Finally, what sense would it make for Paul to discourage the remarriage of widowers while at the same time combating false teachings forbidding marriage (cf. 1 Tim 4:3)? To argue that Paul meant that leaders had to be married only once is therefore inconsistent with the surrounding context. Marital faithfulness would have been much more meaningful in Paul’s day—as in our own—than whether a widower had remarried.
Divorcees May Not Serve?
The much more common argument is that Paul prohibits divorcees from ever serving as church leaders, that a man who has had previous marriages can never be the husband of one wife. Jesus, however, seems to give the innocent party freedom to remarry where divorce occurs as a result of marital unfaithfulness (Mt 19:9), as does Paul where it occurs as a result of spousal abandonment (1 Cor 7:15). Such provisions do not appear to apply only to those believers who would not serve in positions of leadership. We should not expect Paul’s statements in the Pastoral Letters to be inconsistent with his other writings or the rest of Scripture.
While such an interpretation of “the husband of one wife” is grammatically possible, the language is too broad and general to provide any certainty to this view. Paul could have unmistakably prohibited divorcees from holding church offices simply by using the Greek word for divorce.

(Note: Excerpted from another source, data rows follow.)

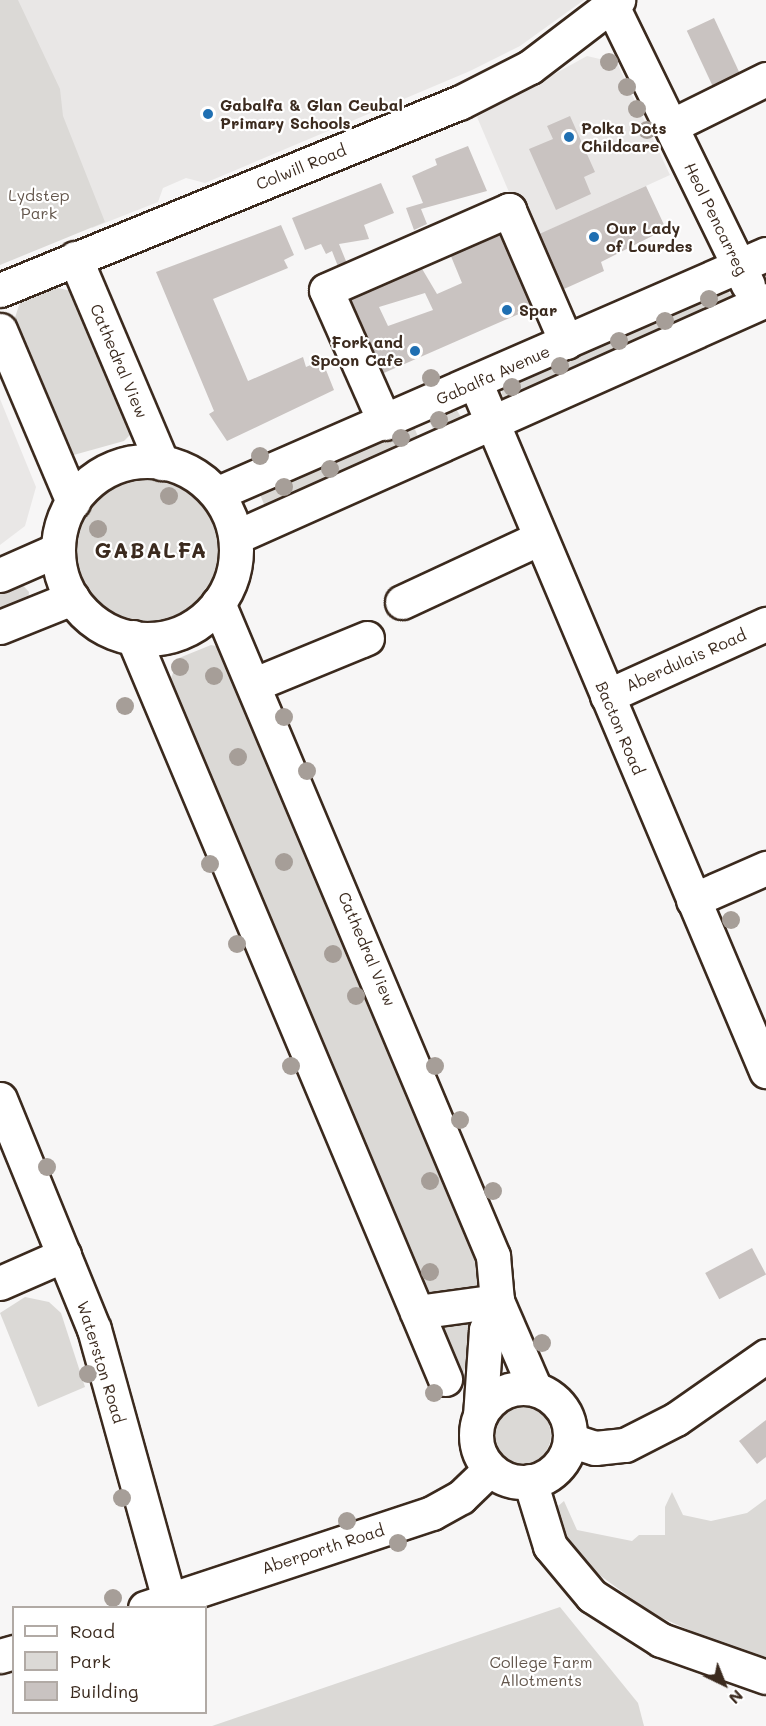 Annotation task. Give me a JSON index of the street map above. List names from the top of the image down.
{
  "streets": {
    "street": [
      "Colwill Road",
      "Heol Pencarreg",
      "Cathedral View",
      "Gabalfa Avenue",
      "Aberdulais Road",
      "Bacton Road",
      "Waterston Road",
      "Aberporth Road"
    ]
  },
  "crossings": [
    ["Colwill Road", "Heol Pencarreg"],
    ["Colwill Road", "Cathedral View"],
    ["Heol Pencarreg", "Gabalfa Avenue"],
    ["Cathedral View", "Gabalfa Avenue"],
    ["Cathedral View", "Aberporth Road"],
    ["Gabalfa Avenue", "Bacton Road"],
    ["Aberdulais Road", "Bacton Road"],
    ["Waterston Road", "Aberporth Road"]
  ],
  "districts": ["GABALFA"],
  "parks": ["Lydstep Park", "College Farm Allotments"],
  "places": [
    "Gabalfa & Glan Ceubal Primary Schools",
    "Polka Dots Childcare",
    "Our Lady of Lourdes",
    "Spar",
    "Fork and Spoon Cafe"
  ],
  "legend": ["Road", "Park", "Building"],
  "north": "bottom right"
} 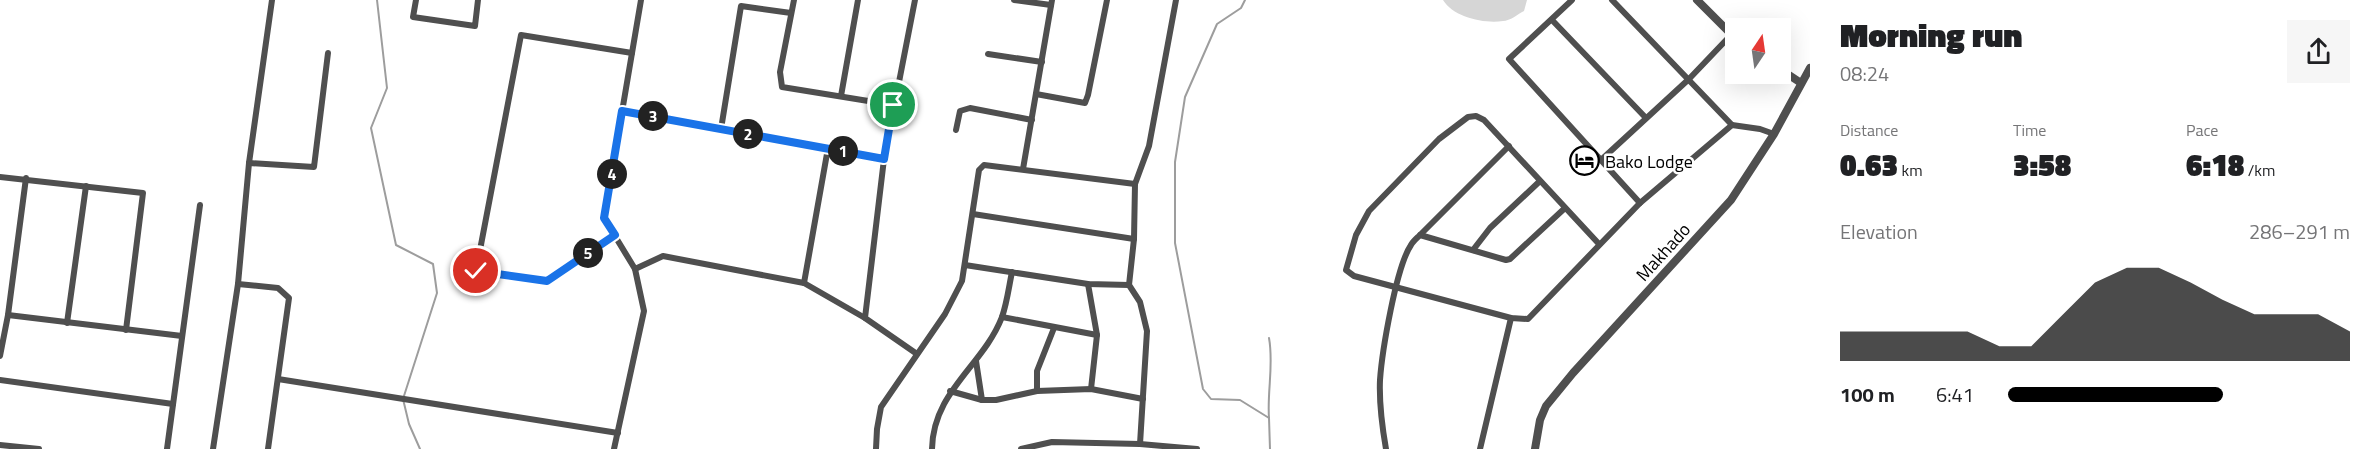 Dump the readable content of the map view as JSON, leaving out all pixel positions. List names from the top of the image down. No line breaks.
{"streets":{"street":["Makhado"]},"places":{"hotel":["Bako Lodge"]},"north":"top","page":{"heading":["Morning run","08:24"],"pins":["3","2","1","4","5"],"stats":[["Distance","0.63 km"],["Time","3:58"],["Pace","6:18 /km"]],"chart":["Elevation","286–291 m"],"list":[{"name":"100 m","note":"6:41"}]}} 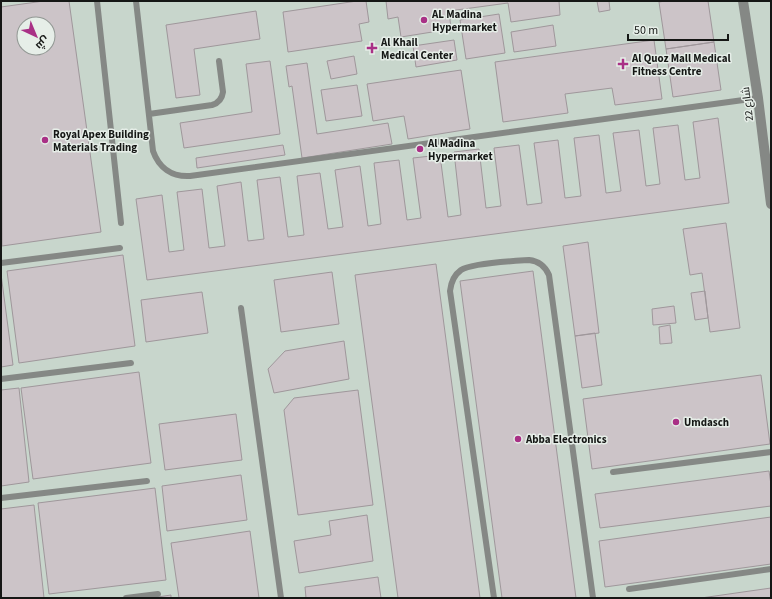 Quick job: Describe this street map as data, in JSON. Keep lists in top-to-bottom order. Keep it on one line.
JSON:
{"streets":{"street":["شارع 22"]},"places":{"other":["AL Madina Hypermarket","Royal Apex Building Materials Trading","Al Madina Hypermarket","Umdasch","Abba Electronics"],"health":["Al Khail Medical Center","Al Quoz Mall Medical Fitness Centre"]},"scale_bar":"50 m","north":"bottom right"} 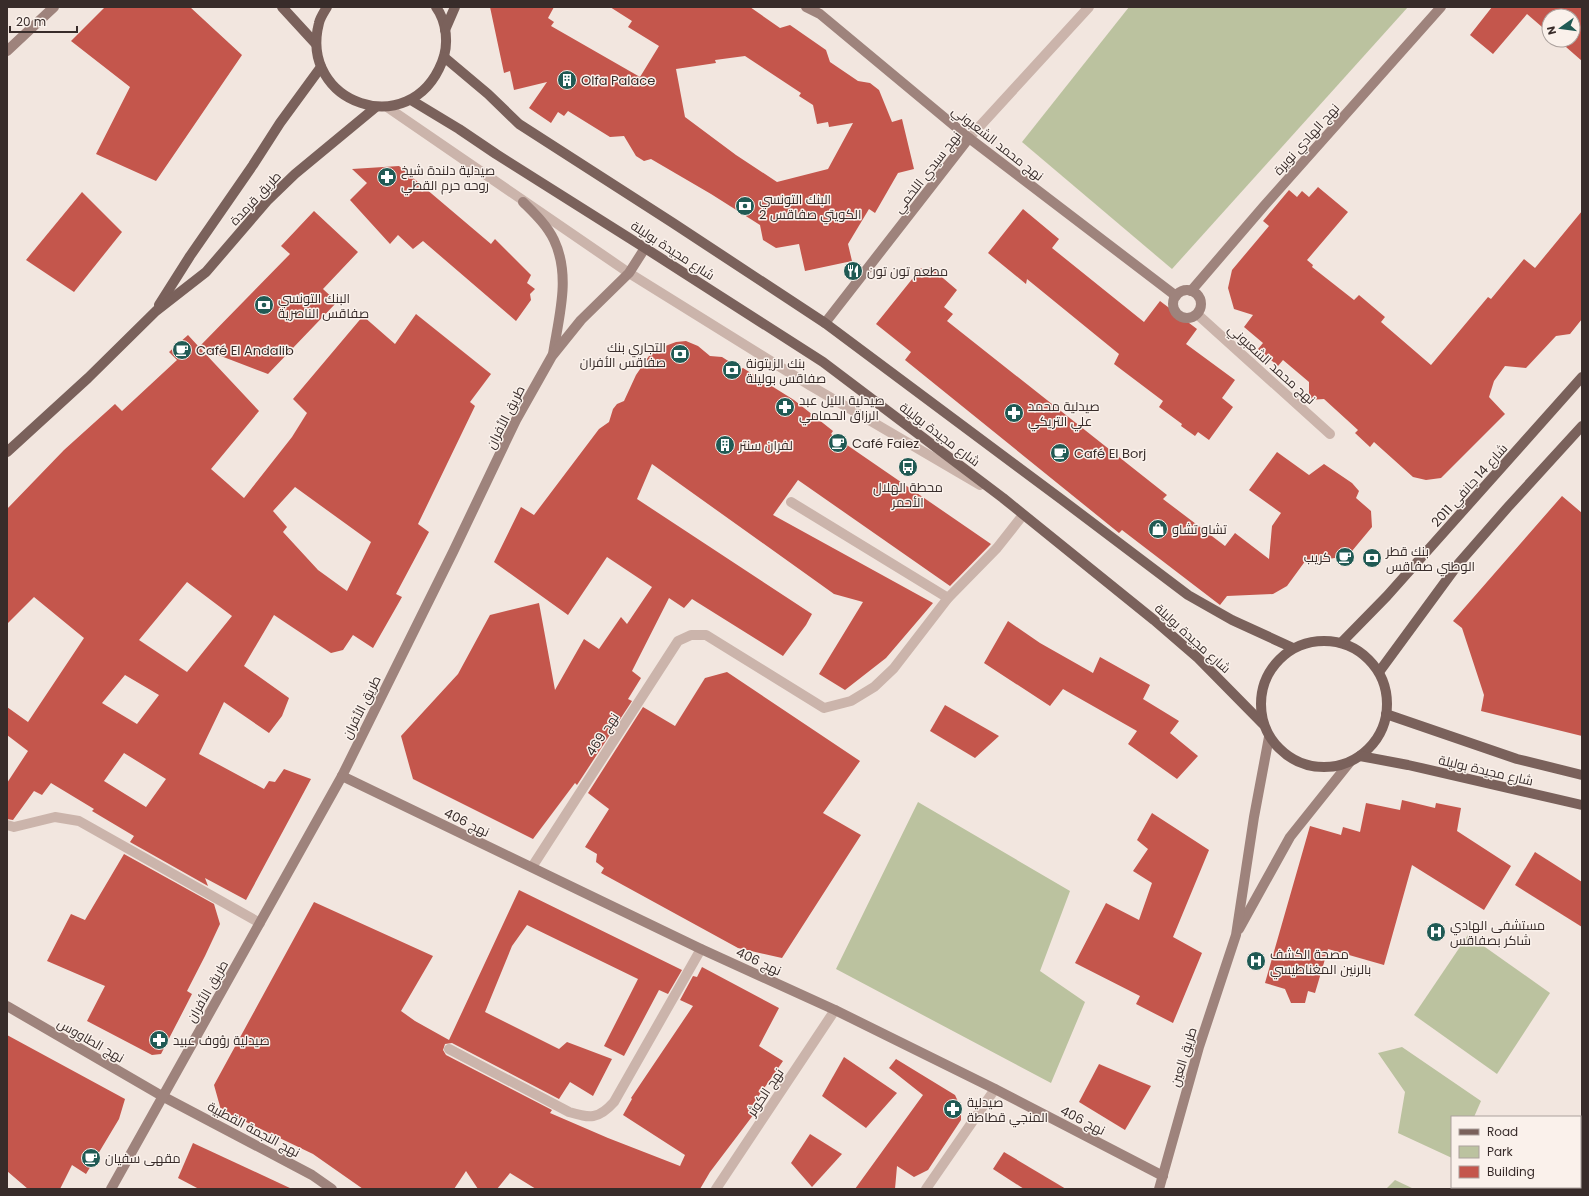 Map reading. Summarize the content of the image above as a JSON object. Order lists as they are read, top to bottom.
{
  "streets": {
    "main road": ["طريق قرمدة", "شارع مجيدة بوليلة", "شارع 14 جانفي 2011"],
    "street": [
      "نهج الهادي نويرة",
      "نهج محمد الشعبوني",
      "نهج سيدي اللخمي",
      "طريق الأفران",
      "نهج 469",
      "نهج 406",
      "نهج الطاووس",
      "طريق العين",
      "نهج الكوثر",
      "نهج النجمة القطبية"
    ]
  },
  "crossings": [
    ["نهج الهادي نويرة", "نهج محمد الشعبوني"],
    ["نهج محمد الشعبوني", "نهج سيدي اللخمي"],
    ["نهج سيدي اللخمي", "شارع مجيدة بوليلة"],
    ["شارع مجيدة بوليلة", "طريق الأفران"],
    ["شارع مجيدة بوليلة", "شارع 14 جانفي 2011"],
    ["شارع مجيدة بوليلة", "طريق العين"],
    ["طريق الأفران", "نهج 406"],
    ["طريق الأفران", "نهج الطاووس"],
    ["طريق الأفران", "نهج النجمة القطبية"],
    ["شارع 14 جانفي 2011", "طريق العين"],
    ["نهج 469", "نهج 406"],
    ["نهج 406", "طريق العين"],
    ["نهج 406", "نهج الكوثر"],
    ["نهج الطاووس", "نهج النجمة القطبية"]
  ],
  "places": {
    "building": ["Olfa Palace", "لفران سنتر"],
    "pharmacy": [
      "صيدلية دلندة شيخ روحه حرم القطي",
      "صيدلية الليل عبد الرزاق الحمامي",
      "صيدلية محمد علي التريكي",
      "صيدلية رؤوف عبيد",
      "صيدلية المنجي قطاطة"
    ],
    "bank": [
      "البنك التونسي الكويتي صفاقس 2",
      "البنك التونسي صفاقس الناصرية",
      "التجاري بنك صفاقس الأفران",
      "بنك الزيتونة صفاقس بوليلة",
      "بنك قطر الوطني صفاقس"
    ],
    "restaurant": ["مطعم تون تون"],
    "cafe": [
      "Café El Andalib",
      "Café Faiez",
      "Café El Borj",
      "كريب",
      "مقهى سفيان"
    ],
    "bus stop": ["محطة الهلال الأحمر"],
    "shop": ["تشاو تشاو"],
    "hospital": ["مستشفى الهادي شاكر بصفاقس", "مصحة الكشف بالرنين المغناطيسي"]
  },
  "legend": ["Road", "Park", "Building"],
  "scale_bar": "20 m",
  "north": "left"
} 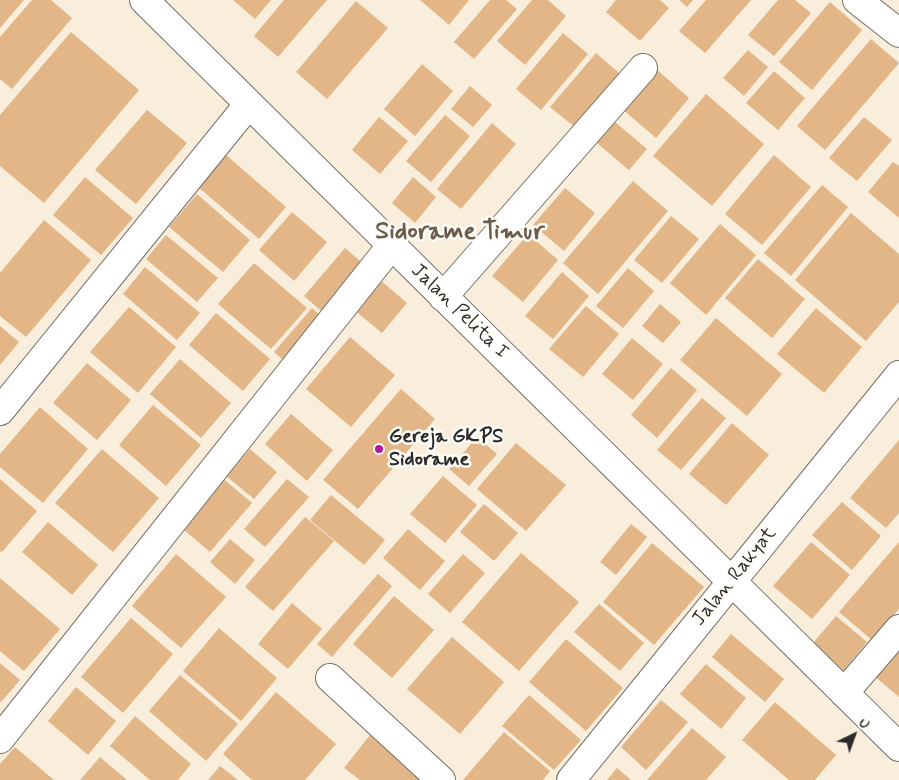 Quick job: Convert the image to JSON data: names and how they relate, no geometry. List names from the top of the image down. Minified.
{"streets":{"street":["Jalan Pelita I","Jalan Rakyat"]},"crossings":[["Jalan Pelita I","Jalan Rakyat"]],"districts":["Sidorame Timur"],"places":["Gereja GKPS Sidorame"],"north":"top right"}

It seems inconsistent that Paul, well known for writing about being made new in Christ, would have stipulated that faithful believers with a past divorce are forever barred from positions of leadership. Indeed, just a few verses earlier, Paul writes,
I am grateful to Christ Jesus our Lord, who has strengthened me, because he judged me faithful and appointed me to his service, even though I was formerly a blasphemer, a persecutor, and a man of violence. But I received mercy because I had acted ignorantly in unbelief… (1 Tim 1:12–13)
Could not a divorcee have “acted ignorantly in unbelief” prior to coming to Christ, such that Christ could still judge him faithful and appoint him to service? Indeed, if a past sin could permanently disqualify a person from church leadership, surely there are more serious sins than divorce, such as murdering Christians for their faith!
Some may argue that a divorced believer may serve in positions of leadership if he does not remarry, since he would technically remain “the husband of one wife.” To separate divorce from remarriage, however, is an anachronistic imposition of modern Western culture and categories back onto the text.
In antiquity, remarriage was simply assumed to accompany divorce, as Deuteronomy 24 demonstrates. Indeed, this assumption is reflected in the requirement of rabbinic law that valid bills of divorce contain the phrase “Thou are free to any man.” Ancient Jewish marriage contracts indicate that, in the context of divorce, “free” meant the freedom to remarry and nothing else.
Indeed, if a past sin could permanently disqualify a person from church leadership, surely there are more serious sins than divorce, such as murdering Christians for their faith!
In addition, the Roman world seems to have had a similar view of the indivisibility of divorce and remarriage. Divorce and remarriage, therefore, are inseparable concepts, and, consequently, whatever stipulations Paul applies to divorcees apply regardless of whether they have remarried.
In addition, this interpretation creates an underlying tension between this verse and the rest of Paul’s writings regarding grace and restoration in Christ. Would it really make sense to permit a pastor who divorces his wife while in ministry to remain in his position if he remains single, while forever barring the godly man who came to Christ twenty years ago while married to his second and current wife? This type of interpretive scheme inevitably gives rise to a legalism that undercuts Paul’s larger message regarding church leadership and, indeed, the gospel itself.
To forever exclude an individual from church leadership is a drastic step, and to do so solely on account of the single, ambiguous phrase, “man of one woman,” seems extreme and unjust. “One should avoid the Pharisaical error of binding men with unnecessary and oppressive burdens (cf. Matt. 23:1–4; Acts 15:10) and should seek to be gracious at every opportunity.”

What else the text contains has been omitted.